Les agriculteurs ont bien compris qu'ils doivent faire face aux enjeux des changements climatiques et environnementaux. Investir dans un méthaniseur est un choix important et visionnaire », a souligné Josiane Coste, Maire de Sainte-Florine. 

Ce projet est exemplaire : vous valorisez les déchets agricoles et alimentaires, vous participez à la souveraineté énergétique », a renchéri Jean-Pierre Vigier, député de la Haute-Loire

Le représentant du GRDF, quant à lui, a rappelé les objectifs : « La réussite de la transition énergétique repose sur un mix énergétique. L'enjeu est clair : développer le biométhane et les gaz renouvelables pour bâtir un système énergétique durable, résilient et accessible. »

Inauguration du site de méthanisation de Sainte-Florine en présence de personnalités locales et régionales.
De gauche à droite : Xavier Lèbre (agriculteur, porteur du projet), Christophe Fournier (vice-président de la Région Auvergne-Rhône-Alpes, délégué à l’environnement et à l’écologie positive), Jean-Pierre Vigier (député de la Haute-Loire), Yvan Cordier (préfet de Haute-Loire), Josiane Coste (maire de Sainte-Florine) et Mathias Régnier (sous-préfet de l’arrondissement de Bri...

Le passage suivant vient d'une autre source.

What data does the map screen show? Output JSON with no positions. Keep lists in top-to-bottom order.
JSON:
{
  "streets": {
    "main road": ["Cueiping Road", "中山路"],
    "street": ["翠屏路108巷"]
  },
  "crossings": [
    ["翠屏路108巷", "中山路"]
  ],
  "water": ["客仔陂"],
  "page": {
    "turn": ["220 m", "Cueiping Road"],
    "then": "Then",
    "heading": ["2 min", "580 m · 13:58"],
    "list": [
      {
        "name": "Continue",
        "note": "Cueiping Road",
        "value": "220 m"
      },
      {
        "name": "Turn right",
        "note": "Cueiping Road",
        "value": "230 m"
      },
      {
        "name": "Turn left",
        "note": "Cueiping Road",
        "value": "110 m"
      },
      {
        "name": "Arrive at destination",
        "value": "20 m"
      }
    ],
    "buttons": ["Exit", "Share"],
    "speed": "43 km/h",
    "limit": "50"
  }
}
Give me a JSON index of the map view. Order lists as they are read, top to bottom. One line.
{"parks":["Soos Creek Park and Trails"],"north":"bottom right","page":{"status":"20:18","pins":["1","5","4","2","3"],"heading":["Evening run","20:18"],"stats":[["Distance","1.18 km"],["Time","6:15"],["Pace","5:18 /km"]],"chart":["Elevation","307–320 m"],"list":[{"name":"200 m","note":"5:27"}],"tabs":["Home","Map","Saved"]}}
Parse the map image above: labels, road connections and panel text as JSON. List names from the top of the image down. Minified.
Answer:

Pour la famille Lèbre, ce deuxième site n'est pas seulement un investissement industriel. C'est l'aboutissement d'un projet au service du territoire et de la transition énergétique, « qui ne se fera pas sans les agriculteurs ».

La méthanisation française en 2025

Le nouveau site de méthanisation de Sainte-Florine s’inscrit dans une dynamique nationale forte : 1 781 installations, dont 1 238 à la ferme, sont en service au 1er janvier 2025 (+ 90 en 2024). En 2024, la filière a injecté 11,6 TWh de biométhane dans les réseaux (capacité de 13,9 TWh/an) et produit 3 TWh d’électricité et 4,7 TWh de chaleur, couvrant les besoins de plus d’un million de foyers. Le BioGNV (Gaz Naturel Véhicule, produit à partir de déchets organiques), avec 2,2 TWh consommés, représente 43,6 % du marché national. Un secteur désormais structuré, avec 500 entreprises, 3 570 emplois et un chiffre d’affaires de 1,79 Md€ en 2023.